* [INPUT]
»»
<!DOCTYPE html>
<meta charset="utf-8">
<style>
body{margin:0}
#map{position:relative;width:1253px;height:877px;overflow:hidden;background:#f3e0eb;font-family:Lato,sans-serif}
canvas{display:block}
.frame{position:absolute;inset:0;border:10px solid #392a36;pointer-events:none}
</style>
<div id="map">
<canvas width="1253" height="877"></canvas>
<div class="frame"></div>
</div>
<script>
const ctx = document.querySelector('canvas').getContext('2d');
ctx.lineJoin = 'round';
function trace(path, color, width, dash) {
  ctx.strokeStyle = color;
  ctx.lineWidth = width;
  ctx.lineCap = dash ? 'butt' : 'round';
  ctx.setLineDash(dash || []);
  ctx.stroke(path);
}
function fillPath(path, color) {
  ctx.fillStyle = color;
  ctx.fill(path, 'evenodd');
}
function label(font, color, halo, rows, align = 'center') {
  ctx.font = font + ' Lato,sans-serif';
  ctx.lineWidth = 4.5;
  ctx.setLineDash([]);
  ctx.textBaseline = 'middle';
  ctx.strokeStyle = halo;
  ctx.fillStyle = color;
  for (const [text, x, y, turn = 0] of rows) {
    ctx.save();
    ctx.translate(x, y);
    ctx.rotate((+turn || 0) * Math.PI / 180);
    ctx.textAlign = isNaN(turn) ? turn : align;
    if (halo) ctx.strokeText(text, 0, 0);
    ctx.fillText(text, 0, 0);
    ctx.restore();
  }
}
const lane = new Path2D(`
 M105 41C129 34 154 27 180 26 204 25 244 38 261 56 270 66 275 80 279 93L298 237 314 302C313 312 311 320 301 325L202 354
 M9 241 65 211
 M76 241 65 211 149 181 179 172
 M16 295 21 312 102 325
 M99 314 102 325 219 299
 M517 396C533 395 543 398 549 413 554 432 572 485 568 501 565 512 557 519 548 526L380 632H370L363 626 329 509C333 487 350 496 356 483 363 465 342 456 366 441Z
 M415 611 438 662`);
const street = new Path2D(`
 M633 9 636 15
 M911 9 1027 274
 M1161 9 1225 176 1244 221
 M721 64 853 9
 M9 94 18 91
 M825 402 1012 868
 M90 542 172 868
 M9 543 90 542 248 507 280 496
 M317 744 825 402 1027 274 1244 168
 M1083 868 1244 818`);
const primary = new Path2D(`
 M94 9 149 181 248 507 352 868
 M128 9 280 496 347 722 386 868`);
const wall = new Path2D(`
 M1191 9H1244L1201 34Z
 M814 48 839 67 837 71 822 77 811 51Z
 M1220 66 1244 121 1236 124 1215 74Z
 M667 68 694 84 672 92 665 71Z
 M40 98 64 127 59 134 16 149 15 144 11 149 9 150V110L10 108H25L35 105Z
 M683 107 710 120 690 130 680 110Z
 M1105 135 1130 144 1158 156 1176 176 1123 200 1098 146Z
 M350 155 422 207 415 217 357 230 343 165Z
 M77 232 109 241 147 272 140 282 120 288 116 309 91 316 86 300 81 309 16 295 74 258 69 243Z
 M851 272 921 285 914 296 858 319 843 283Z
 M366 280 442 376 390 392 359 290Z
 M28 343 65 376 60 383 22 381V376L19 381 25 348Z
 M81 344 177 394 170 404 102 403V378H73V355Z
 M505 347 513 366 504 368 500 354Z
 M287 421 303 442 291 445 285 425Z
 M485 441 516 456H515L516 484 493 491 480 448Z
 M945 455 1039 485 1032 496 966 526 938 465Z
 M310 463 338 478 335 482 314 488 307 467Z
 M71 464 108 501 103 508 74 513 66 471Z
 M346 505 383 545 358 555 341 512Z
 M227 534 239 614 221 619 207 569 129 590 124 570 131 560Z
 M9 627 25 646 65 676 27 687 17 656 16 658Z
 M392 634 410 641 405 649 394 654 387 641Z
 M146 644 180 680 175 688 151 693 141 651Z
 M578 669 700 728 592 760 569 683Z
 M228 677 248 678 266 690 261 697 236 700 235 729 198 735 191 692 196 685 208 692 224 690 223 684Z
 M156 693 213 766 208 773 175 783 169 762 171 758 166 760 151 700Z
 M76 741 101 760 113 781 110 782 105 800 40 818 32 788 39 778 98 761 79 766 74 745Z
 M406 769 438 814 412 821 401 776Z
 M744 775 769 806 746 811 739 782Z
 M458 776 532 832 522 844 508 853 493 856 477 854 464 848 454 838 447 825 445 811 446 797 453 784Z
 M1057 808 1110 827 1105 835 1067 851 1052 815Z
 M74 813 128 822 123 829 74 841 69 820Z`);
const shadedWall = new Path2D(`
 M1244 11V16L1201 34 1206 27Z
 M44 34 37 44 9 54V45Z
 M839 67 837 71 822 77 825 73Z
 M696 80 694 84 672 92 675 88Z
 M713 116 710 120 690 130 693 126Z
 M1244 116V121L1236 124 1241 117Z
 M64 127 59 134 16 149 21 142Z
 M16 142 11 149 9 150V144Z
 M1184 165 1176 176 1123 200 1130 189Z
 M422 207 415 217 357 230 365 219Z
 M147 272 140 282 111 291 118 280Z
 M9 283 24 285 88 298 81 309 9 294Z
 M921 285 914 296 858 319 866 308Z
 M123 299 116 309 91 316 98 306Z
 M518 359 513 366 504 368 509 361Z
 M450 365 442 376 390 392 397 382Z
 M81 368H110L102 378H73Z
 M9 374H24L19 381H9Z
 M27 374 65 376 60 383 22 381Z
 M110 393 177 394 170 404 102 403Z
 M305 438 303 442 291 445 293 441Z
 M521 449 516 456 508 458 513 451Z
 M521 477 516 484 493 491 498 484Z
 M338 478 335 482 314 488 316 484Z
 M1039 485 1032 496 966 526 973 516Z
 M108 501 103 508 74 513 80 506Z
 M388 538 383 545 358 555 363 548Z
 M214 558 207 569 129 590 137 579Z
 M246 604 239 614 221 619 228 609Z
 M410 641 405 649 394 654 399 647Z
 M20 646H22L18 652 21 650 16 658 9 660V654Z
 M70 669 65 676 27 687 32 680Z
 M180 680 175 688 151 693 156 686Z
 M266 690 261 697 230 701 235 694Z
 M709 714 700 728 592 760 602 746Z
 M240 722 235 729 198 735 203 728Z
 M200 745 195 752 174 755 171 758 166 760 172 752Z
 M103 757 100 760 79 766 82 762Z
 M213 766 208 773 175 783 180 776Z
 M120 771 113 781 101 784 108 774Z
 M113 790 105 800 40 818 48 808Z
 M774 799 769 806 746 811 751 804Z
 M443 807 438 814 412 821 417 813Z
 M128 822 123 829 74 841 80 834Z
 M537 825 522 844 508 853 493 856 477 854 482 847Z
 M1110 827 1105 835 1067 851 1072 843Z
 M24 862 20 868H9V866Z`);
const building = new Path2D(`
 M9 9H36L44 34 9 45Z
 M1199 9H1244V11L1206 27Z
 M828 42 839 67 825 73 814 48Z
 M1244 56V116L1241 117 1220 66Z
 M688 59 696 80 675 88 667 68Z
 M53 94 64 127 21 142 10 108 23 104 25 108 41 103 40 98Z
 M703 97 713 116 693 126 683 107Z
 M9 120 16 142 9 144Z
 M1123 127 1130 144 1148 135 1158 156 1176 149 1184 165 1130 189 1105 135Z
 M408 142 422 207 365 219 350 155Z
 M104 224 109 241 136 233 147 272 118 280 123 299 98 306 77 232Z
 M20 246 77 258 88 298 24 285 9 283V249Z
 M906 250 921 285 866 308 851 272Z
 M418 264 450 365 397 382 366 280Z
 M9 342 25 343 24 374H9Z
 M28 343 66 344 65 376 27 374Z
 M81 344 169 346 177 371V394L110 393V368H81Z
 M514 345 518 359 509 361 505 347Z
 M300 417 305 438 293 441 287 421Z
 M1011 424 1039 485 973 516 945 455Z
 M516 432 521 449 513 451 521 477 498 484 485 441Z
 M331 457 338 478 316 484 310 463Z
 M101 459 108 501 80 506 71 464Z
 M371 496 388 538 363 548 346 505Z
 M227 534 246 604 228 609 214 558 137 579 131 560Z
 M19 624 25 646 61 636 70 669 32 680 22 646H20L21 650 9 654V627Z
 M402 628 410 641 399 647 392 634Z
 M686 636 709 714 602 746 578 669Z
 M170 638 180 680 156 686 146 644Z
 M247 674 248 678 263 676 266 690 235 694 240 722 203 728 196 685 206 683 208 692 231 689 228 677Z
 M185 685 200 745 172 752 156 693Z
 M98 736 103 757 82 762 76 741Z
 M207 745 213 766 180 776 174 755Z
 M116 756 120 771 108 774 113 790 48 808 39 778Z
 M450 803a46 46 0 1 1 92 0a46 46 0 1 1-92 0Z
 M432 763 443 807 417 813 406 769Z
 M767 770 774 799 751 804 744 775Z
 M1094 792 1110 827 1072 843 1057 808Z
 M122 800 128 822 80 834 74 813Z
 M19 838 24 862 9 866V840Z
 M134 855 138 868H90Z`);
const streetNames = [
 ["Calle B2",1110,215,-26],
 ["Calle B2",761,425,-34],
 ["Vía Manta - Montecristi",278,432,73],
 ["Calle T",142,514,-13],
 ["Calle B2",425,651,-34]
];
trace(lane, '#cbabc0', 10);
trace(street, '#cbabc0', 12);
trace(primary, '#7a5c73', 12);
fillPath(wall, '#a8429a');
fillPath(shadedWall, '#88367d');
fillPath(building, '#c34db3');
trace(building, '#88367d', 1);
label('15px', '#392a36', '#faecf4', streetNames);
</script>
««
* [WHAT YOU ARE ASKED TO DO] Go through the entries and return each line where the word "halo" occurs.

* [EXERCISE SOLUTION]
function label(font, color, halo, rows, align = 'center') {
  ctx.strokeStyle = halo;
    if (halo) ctx.strokeText(text, 0, 0);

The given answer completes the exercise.